Post dday, I realized how wrong I was to not tell him anything then, regardless if he was cheating. I did tell him about it post dday. I wonder where we would have been if I had told him then. Could we have then opened the lines of communication which would have led to him confessing? Would he have used this information ad rationalization that his behavior was justified?
ETA: thinking about it, there was flattery. I did feel I was "listened to" by the cw.
[This message edited by icbtih8 at 11:48 AM, May 4th (Tuesday)]
Beauty is a calling...a call "to transfigure what has harden or was wounded within you"
-- John O'Donohue
Oh I have had many many times where if I would of given the signal it is okay to hit on me. Hence bat my eyes a bit more reach over and touch the persons hand laugh stand a little tooo close etc etc.

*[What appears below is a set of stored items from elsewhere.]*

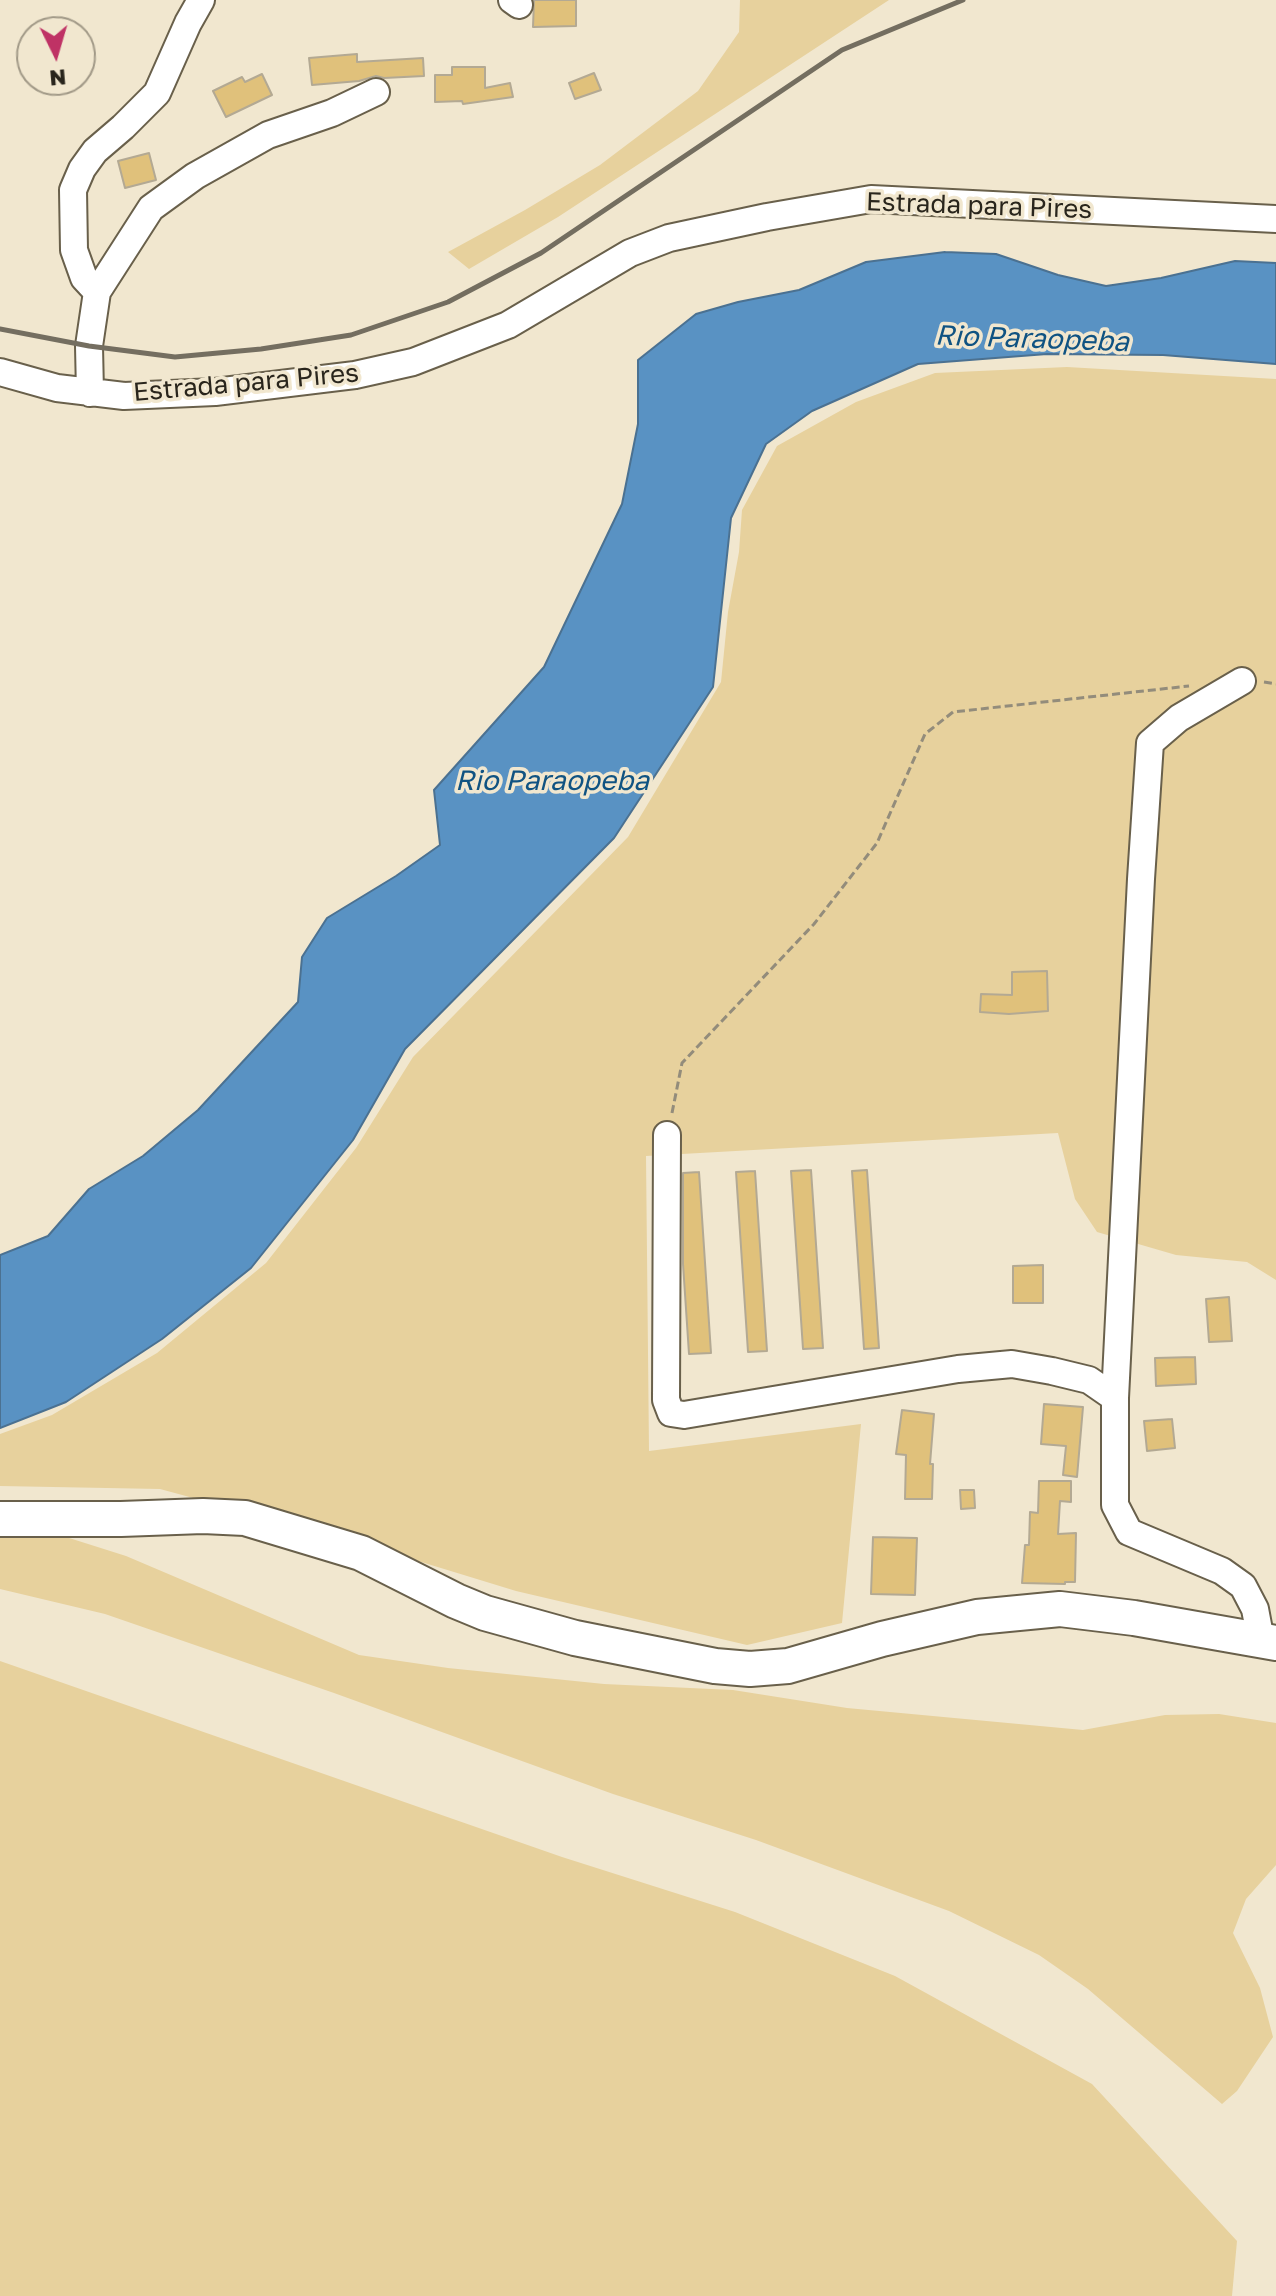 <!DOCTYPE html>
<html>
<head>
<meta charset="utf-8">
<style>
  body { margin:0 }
  #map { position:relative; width:1276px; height:2296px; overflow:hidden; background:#f1e7cf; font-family:"Golos Text",sans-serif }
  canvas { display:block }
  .north { position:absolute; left:16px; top:16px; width:80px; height:80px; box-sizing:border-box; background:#f1e7cf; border:2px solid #a19987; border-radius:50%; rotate:175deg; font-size:22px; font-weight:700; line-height:32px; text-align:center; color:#29251c }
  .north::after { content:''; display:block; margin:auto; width:28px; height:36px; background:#bf3265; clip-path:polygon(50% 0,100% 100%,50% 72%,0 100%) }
</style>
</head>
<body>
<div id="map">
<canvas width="1276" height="2296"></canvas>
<div class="north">N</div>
</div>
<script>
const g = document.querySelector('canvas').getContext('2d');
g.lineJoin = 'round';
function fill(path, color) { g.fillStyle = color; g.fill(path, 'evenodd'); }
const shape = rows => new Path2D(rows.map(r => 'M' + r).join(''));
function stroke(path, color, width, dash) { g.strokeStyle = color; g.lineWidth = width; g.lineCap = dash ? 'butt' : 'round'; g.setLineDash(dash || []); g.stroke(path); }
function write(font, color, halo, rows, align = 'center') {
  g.font = font + ' "Golos Text",sans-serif'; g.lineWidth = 7; g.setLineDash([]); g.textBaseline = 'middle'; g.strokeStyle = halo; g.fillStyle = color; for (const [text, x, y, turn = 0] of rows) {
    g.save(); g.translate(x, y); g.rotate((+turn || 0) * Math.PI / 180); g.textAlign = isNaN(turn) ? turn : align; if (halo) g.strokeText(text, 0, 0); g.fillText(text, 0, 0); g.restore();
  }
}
fill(shape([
  [740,0,889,0,558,217,469,269,448,252,525,210,600,165,698,91,739,32],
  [1067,367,1276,379,1276,1280,1247,1262,1176,1255,1097,1232,1075,1199,1058,1133,646,1156,649,1451,861,1424,842,1623,747,1645,516,1591,356,1542,160,1489,0,1486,0,1434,52,1415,157,1353,266,1263,356,1148,413,1057,628,837,721,682,728,612,739,552,742,510,777,446,856,402,935,373],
  [0,1537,66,1537,126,1556,359,1655,448,1668,604,1684,733,1690,847,1708,1083,1730,1165,1715,1219,1714,1276,1723,1276,1865,1246,1899,1233,1933,1260,1988,1273,2037,1237,2091,1222,2104,1088,1989,1039,1955,949,1911,756,1840,613,1794,334,1693,105,1614,0,1589],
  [0,1661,562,1857,735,1912,895,1976,1092,2084,1237,2241,1232,2296,0,2296]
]), '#e7d19d');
const water = shape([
  [945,252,996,254,1058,275,1106,286,1161,278,1235,261,1276,263,1276,364,1163,355,1047,354,918,364,812,411,766,444,731,518,713,687,614,838,405,1049,353,1140,251,1268,162,1339,66,1402,0,1428,0,1255,48,1236,89,1189,143,1156,198,1110,298,1002,302,957,327,918,396,876,440,845,434,790,544,667,622,504,638,424,638,360,696,314,738,302,799,290,866,262,945,252]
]);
fill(water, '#5992c3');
stroke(water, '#4b7191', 2);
const building = shape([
  [534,0,576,0,576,26,533,27,534,0],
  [357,54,357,62,423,58,424,76,384,78,376,76,359,81,312,85,309,58,357,54],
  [452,67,485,67,485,88,510,83,513,97,463,104,462,101,435,102,435,75,452,75,452,67],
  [594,73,601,90,575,99,569,83,594,73],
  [262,74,272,95,226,117,213,91,242,77,245,82,262,74],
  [149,153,156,180,125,188,118,161,149,153],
  [1047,971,1048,1011,1009,1014,980,1012,981,994,1012,995,1012,972,1047,971],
  [811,1170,823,1348,803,1349,791,1171,811,1170],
  [867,1170,879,1348,864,1349,852,1171,867,1170],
  [755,1171,767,1351,748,1352,736,1172,755,1171],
  [699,1172,711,1353,689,1354,683,1264,683,1173,699,1172],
  [1043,1265,1043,1303,1013,1303,1013,1266,1043,1265],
  [1229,1297,1232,1341,1209,1342,1206,1299,1229,1297],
  [1195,1357,1196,1384,1156,1386,1155,1358,1195,1357],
  [1044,1404,1083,1407,1077,1477,1063,1475,1066,1446,1041,1444,1044,1404],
  [902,1410,934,1414,930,1464,933,1464,932,1499,905,1499,906,1455,896,1454,902,1410],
  [1172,1419,1175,1448,1147,1451,1144,1421,1172,1419],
  [1039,1481,1071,1481,1071,1502,1060,1501,1058,1534,1076,1533,1075,1582,1065,1582,1065,1584,1022,1583,1025,1545,1029,1545,1030,1512,1038,1513,1039,1481],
  [960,1490,974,1490,975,1508,961,1509,960,1490],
  [873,1537,917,1538,915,1595,871,1594,873,1537]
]);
fill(building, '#e0c17b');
stroke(building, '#b3a993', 2);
const minor = shape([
  [512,0,519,5],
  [97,292,84,278,74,250,73,190,82,169,95,151,123,127,157,93,188,23,201,0],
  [0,372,57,388,124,396,215,392,355,375,413,362,508,325,630,253,669,238,767,217,871,199,1276,219],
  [90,393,89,346,97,292,151,208,195,176,268,135,332,113,376,92],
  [1242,681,1179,718,1150,743,1141,879,1115,1398,1115,1505,1129,1532,1222,1571,1243,1586,1255,1609,1261,1641],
  [667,1135,666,1400,671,1413,684,1415,958,1369,1012,1364,1052,1371,1089,1380,1115,1398]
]);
const major = shape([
  [0,1519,121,1519,203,1516,245,1518,361,1553,456,1601,485,1613,575,1638,715,1666,750,1669,788,1666,882,1639,977,1617,1060,1609,1134,1618,1276,1643]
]);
stroke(minor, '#69604b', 30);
stroke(major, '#69604b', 38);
stroke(shape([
  [1264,682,1276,684],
  [672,1113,682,1063,814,924,877,843,925,734,953,712,1189,686]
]), '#938c7b', 3, [8, 4]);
stroke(minor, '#fff', 26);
stroke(major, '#fff', 34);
stroke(shape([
  [0,329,89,346,175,357,261,349,351,335,448,302,541,253,842,50,963,0]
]), '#746e60', 5);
write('26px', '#29251c', '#f1e7cf', [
  ["Estrada para Pires",979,206,2],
  ["Estrada para Pires",246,383,-5]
]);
write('italic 28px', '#105382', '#f1e7cf', [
  ["Rio Paraopeba",1032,339,2],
  ["Rio Paraopeba",552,781]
]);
</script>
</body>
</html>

Or Stroke the other persons ego. I strongly believe it is all in how you handle yourself and the body signals you as a person send off as to how far the hit will go. There are the few OP that you just have to say look I am married I don't like being spoke to in that manner it is offending me as a married person. They usually back off quickly and respect you for saying it.
Now I never ran and told my husband such and such hit on me. I took care of the situation. I have never never spoke of my personal life to those people either. Again I believe that is opening up the I am available door. Or I need someone to talk to I am available if we connect emotionally type. Not.

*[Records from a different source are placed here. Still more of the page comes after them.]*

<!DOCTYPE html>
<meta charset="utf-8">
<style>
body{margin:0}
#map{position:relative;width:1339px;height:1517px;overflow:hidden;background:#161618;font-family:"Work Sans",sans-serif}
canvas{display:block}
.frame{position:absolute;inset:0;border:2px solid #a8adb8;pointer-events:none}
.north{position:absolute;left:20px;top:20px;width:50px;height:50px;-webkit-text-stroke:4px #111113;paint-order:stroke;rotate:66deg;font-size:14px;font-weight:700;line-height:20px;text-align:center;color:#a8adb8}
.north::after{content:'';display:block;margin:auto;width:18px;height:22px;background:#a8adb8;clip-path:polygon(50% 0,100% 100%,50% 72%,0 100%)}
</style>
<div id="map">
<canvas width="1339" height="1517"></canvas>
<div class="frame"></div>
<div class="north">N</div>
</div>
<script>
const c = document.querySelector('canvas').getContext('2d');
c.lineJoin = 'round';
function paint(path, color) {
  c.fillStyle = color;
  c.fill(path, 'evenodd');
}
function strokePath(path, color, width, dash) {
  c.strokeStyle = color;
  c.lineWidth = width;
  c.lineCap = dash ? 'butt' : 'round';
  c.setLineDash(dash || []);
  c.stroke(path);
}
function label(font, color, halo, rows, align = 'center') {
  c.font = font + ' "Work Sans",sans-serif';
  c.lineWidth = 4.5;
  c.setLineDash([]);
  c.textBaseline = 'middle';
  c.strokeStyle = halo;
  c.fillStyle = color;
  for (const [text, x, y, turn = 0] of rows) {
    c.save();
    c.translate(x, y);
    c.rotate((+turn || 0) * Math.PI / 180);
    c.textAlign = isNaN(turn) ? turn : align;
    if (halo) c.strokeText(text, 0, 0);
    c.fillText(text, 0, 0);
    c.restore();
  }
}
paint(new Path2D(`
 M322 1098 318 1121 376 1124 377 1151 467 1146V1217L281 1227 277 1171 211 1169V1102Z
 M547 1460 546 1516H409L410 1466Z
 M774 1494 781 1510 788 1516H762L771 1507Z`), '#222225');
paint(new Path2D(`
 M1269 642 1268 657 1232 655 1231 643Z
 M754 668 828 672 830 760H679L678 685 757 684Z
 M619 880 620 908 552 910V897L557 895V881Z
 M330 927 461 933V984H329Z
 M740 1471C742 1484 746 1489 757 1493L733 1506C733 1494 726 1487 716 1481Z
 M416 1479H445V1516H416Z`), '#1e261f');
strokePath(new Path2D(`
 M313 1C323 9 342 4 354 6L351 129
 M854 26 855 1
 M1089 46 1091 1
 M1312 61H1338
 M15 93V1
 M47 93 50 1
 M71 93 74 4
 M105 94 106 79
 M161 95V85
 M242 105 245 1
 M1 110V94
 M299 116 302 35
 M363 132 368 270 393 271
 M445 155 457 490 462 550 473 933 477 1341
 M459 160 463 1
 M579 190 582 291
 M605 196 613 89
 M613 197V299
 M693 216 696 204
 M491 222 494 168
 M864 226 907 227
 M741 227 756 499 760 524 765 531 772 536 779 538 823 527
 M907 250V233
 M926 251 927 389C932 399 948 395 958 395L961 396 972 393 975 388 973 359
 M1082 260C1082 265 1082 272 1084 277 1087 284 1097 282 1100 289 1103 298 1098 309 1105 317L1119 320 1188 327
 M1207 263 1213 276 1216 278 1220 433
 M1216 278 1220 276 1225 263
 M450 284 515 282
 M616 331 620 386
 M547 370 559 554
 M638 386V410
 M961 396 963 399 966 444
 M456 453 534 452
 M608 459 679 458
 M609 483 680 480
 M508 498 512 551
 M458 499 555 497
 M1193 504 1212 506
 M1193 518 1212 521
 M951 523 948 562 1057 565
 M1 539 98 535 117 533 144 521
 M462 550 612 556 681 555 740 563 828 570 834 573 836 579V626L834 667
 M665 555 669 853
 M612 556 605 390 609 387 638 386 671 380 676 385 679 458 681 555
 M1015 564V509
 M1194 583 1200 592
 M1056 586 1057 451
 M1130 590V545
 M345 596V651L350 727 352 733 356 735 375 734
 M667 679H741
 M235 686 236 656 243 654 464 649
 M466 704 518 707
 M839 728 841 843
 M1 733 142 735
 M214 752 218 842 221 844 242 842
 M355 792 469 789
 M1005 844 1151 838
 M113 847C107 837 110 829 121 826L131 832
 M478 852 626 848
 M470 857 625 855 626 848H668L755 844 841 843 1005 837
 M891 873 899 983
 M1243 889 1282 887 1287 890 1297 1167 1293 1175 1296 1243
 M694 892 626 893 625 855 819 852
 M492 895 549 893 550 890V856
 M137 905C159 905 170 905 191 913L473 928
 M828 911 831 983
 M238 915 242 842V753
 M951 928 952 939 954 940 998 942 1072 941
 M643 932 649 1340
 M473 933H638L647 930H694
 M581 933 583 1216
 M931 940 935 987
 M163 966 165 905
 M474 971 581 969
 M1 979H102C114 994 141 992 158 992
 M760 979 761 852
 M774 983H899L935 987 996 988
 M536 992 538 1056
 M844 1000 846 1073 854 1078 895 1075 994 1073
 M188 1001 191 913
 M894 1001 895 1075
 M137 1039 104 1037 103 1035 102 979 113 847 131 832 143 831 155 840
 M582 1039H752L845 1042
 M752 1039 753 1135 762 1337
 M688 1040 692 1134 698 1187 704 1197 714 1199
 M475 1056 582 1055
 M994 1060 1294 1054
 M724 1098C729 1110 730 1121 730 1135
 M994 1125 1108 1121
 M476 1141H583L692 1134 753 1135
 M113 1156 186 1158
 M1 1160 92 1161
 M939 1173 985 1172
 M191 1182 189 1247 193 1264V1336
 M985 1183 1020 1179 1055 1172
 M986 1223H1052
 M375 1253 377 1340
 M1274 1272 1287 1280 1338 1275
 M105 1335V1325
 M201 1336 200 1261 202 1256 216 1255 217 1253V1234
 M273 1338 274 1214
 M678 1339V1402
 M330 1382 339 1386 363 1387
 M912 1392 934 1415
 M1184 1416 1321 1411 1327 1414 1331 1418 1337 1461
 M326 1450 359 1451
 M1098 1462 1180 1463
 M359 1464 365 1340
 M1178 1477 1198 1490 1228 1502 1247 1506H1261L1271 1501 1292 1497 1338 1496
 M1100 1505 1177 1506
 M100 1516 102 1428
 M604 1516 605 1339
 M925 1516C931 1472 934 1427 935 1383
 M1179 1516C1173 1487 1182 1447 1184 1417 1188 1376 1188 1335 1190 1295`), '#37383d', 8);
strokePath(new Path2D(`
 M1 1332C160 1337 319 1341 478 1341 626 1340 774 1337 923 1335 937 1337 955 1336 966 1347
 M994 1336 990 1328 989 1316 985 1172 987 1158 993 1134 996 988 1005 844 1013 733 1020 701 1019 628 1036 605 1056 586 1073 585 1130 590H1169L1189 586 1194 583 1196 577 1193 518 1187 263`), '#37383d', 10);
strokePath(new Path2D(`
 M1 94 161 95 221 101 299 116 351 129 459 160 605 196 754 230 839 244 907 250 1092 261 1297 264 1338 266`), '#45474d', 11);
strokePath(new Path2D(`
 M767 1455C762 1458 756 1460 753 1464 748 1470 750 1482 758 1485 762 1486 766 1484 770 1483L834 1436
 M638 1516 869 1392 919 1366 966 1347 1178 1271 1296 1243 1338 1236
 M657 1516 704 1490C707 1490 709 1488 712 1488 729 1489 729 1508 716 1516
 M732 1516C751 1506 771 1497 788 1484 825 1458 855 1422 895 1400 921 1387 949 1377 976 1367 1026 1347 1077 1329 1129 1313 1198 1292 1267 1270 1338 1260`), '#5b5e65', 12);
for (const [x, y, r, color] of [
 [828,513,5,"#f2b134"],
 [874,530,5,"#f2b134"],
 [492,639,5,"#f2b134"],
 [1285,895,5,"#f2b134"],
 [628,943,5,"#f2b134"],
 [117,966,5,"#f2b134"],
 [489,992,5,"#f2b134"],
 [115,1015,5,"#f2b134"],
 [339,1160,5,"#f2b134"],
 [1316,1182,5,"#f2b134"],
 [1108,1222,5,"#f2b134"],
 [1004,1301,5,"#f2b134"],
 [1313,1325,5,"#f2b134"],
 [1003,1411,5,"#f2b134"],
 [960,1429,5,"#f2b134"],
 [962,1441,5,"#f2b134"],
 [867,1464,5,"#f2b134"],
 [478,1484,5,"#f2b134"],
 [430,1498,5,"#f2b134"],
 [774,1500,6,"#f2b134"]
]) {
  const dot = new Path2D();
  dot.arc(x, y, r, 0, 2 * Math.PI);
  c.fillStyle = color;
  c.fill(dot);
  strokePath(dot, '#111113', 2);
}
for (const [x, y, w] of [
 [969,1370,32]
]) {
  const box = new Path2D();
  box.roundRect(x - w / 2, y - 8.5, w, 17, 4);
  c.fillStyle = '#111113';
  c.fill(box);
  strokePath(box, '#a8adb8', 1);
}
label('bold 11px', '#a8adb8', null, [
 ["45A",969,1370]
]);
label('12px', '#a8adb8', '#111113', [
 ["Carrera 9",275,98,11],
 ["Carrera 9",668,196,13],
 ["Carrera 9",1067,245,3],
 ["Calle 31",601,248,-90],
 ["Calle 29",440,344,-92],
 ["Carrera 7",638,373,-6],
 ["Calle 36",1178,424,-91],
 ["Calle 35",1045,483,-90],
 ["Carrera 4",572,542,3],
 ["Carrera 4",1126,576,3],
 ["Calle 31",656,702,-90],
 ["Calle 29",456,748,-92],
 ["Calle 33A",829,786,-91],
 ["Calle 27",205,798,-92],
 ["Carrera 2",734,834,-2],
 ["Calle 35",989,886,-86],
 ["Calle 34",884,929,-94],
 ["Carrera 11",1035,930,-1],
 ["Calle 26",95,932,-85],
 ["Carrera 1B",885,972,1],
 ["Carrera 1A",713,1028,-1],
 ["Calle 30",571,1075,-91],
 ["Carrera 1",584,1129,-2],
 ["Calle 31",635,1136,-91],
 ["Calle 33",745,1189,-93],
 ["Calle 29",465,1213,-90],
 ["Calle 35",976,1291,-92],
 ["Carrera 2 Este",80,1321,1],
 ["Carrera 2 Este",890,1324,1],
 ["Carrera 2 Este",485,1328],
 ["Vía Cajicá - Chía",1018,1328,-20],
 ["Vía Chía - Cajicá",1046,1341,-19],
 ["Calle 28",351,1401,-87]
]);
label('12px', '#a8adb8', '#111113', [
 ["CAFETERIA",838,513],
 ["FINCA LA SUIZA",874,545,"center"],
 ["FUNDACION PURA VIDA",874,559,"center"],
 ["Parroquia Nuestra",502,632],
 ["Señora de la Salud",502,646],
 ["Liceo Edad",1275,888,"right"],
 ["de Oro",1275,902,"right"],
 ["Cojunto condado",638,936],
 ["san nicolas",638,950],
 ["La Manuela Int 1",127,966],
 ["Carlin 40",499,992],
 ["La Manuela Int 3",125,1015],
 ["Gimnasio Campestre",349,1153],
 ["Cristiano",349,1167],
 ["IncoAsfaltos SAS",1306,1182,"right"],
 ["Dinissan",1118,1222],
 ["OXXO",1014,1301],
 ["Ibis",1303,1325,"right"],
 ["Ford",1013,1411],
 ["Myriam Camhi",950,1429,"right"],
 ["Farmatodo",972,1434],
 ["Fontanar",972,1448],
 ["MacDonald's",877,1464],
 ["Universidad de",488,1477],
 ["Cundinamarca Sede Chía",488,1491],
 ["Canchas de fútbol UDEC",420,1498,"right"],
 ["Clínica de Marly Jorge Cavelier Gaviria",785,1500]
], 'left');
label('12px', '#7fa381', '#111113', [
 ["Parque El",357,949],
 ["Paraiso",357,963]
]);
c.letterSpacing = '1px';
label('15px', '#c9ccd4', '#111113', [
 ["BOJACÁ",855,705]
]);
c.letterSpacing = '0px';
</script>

I believe there are some of us like myself I hold my marriage vows dear to my heart. If I would ever ever cheat on my marriage it would be an exist affair. I don't think I am capable of such an act but I never thought my spouse was either.
We are human we all can make errors mistakes bad judgements. We are suppose to learn from them and not repeat them.
I will not run to my spouse and say such and such hit on me unless I can not back that person away from me. Then when I need him to let the person know their advances are not welcome.
I'm sort of in the camp of icbtih8 in wondering if my BW and I would have been more open or recognized those times when our ego's were stroked by some source outside of our M, if we would have talked about things more, would I have been less likely to have an EA? Don't get me wrong, I am not trying to blameshift here.
So what makes it taboo for those who don't talk about this? If we get hit on or recognize that there is a potential A situation developing, would talking about it with our spouses help to make the M stronger? would it help each other to know that our spouses love us enough to be that open and honest with us? to let us know that they want that attention from us, not from others?
Just typing now...but the above situation is still about getting external validation and what do you do with that? Why do we feel good when others flatter us? Why do we keep it secret? What can a person do to not be so drawn into that realm?
But as I said my H never complimented me. His mom would say how nice I looked, or tell me how amazed her friends were seeing me dressed u p and asked why I don't do so more often, hell his uncle would compliment me. Never my H.
So while it was flattering there were times I would flat say "I am married" or "I'm here with my husband." to guys and they would leave it at that. I would have LOVED if the H had been the one to compliment me. I would have loved for him to open up to me.